======== INPUT ========
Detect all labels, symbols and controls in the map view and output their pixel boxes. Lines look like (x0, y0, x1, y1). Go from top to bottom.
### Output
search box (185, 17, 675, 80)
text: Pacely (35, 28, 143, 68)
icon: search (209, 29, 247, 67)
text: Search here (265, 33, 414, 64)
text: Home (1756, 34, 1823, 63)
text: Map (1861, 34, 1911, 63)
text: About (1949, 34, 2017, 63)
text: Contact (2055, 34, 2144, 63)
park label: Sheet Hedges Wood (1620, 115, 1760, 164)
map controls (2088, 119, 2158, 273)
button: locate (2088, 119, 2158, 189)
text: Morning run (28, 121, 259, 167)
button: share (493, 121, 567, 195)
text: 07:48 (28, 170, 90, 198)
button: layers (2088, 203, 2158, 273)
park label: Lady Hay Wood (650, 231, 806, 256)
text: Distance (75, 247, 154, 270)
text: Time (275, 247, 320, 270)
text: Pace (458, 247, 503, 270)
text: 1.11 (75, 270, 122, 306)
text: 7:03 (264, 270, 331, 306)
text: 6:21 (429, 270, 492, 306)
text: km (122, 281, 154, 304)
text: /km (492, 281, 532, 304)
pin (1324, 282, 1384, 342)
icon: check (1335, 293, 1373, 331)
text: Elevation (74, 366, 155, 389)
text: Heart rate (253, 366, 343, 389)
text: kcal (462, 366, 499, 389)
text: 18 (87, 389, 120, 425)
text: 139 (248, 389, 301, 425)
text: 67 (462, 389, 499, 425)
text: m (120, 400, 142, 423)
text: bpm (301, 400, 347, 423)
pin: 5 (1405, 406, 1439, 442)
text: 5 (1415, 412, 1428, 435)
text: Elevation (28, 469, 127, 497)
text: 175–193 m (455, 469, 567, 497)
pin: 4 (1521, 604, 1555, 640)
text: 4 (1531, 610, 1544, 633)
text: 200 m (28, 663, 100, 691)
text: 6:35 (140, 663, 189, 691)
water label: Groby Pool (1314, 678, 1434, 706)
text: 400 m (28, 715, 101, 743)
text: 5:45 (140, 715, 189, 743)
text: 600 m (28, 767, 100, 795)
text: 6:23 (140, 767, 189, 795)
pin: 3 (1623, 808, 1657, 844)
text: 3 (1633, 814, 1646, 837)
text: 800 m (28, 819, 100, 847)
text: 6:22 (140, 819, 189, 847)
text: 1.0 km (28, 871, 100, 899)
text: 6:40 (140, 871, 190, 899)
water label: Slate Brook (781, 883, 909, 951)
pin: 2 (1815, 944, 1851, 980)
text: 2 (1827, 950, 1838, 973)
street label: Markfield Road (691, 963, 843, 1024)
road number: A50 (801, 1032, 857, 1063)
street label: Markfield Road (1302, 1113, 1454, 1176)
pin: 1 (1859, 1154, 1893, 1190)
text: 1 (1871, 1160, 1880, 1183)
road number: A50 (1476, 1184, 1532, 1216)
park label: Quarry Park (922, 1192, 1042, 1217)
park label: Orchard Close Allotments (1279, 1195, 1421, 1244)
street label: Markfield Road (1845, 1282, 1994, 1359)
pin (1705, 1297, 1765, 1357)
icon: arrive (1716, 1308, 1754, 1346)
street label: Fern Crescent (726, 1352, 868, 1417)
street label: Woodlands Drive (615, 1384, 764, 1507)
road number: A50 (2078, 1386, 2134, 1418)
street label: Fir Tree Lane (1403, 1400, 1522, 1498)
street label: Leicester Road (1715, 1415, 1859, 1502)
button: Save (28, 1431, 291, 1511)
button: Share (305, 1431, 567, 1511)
========
All of the records above are to be set down again exactly.

### EXPECTED OUTPUT
Detect all labels, symbols and controls in the map view and output their pixel boxes. Lines look like (x0, y0, x1, y1). Go from top to bottom.
### Output
search box (185, 17, 675, 80)
text: Pacely (35, 28, 143, 68)
icon: search (209, 29, 247, 67)
text: Search here (265, 33, 414, 64)
text: Home (1756, 34, 1823, 63)
text: Map (1861, 34, 1911, 63)
text: About (1949, 34, 2017, 63)
text: Contact (2055, 34, 2144, 63)
park label: Sheet Hedges Wood (1620, 115, 1760, 164)
map controls (2088, 119, 2158, 273)
button: locate (2088, 119, 2158, 189)
text: Morning run (28, 121, 259, 167)
button: share (493, 121, 567, 195)
text: 07:48 (28, 170, 90, 198)
button: layers (2088, 203, 2158, 273)
park label: Lady Hay Wood (650, 231, 806, 256)
text: Distance (75, 247, 154, 270)
text: Time (275, 247, 320, 270)
text: Pace (458, 247, 503, 270)
text: 1.11 (75, 270, 122, 306)
text: 7:03 (264, 270, 331, 306)
text: 6:21 (429, 270, 492, 306)
text: km (122, 281, 154, 304)
text: /km (492, 281, 532, 304)
pin (1324, 282, 1384, 342)
icon: check (1335, 293, 1373, 331)
text: Elevation (74, 366, 155, 389)
text: Heart rate (253, 366, 343, 389)
text: kcal (462, 366, 499, 389)
text: 18 (87, 389, 120, 425)
text: 139 (248, 389, 301, 425)
text: 67 (462, 389, 499, 425)
text: m (120, 400, 142, 423)
text: bpm (301, 400, 347, 423)
pin: 5 (1405, 406, 1439, 442)
text: 5 (1415, 412, 1428, 435)
text: Elevation (28, 469, 127, 497)
text: 175–193 m (455, 469, 567, 497)
pin: 4 (1521, 604, 1555, 640)
text: 4 (1531, 610, 1544, 633)
text: 200 m (28, 663, 100, 691)
text: 6:35 (140, 663, 189, 691)
water label: Groby Pool (1314, 678, 1434, 706)
text: 400 m (28, 715, 101, 743)
text: 5:45 (140, 715, 189, 743)
text: 600 m (28, 767, 100, 795)
text: 6:23 (140, 767, 189, 795)
pin: 3 (1623, 808, 1657, 844)
text: 3 (1633, 814, 1646, 837)
text: 800 m (28, 819, 100, 847)
text: 6:22 (140, 819, 189, 847)
text: 1.0 km (28, 871, 100, 899)
text: 6:40 (140, 871, 190, 899)
water label: Slate Brook (781, 883, 909, 951)
pin: 2 (1815, 944, 1851, 980)
text: 2 (1827, 950, 1838, 973)
street label: Markfield Road (691, 963, 843, 1024)
road number: A50 (801, 1032, 857, 1063)
street label: Markfield Road (1302, 1113, 1454, 1176)
pin: 1 (1859, 1154, 1893, 1190)
text: 1 (1871, 1160, 1880, 1183)
road number: A50 (1476, 1184, 1532, 1216)
park label: Quarry Park (922, 1192, 1042, 1217)
park label: Orchard Close Allotments (1279, 1195, 1421, 1244)
street label: Markfield Road (1845, 1282, 1994, 1359)
pin (1705, 1297, 1765, 1357)
icon: arrive (1716, 1308, 1754, 1346)
street label: Fern Crescent (726, 1352, 868, 1417)
street label: Woodlands Drive (615, 1384, 764, 1507)
road number: A50 (2078, 1386, 2134, 1418)
street label: Fir Tree Lane (1403, 1400, 1522, 1498)
street label: Leicester Road (1715, 1415, 1859, 1502)
button: Save (28, 1431, 291, 1511)
button: Share (305, 1431, 567, 1511)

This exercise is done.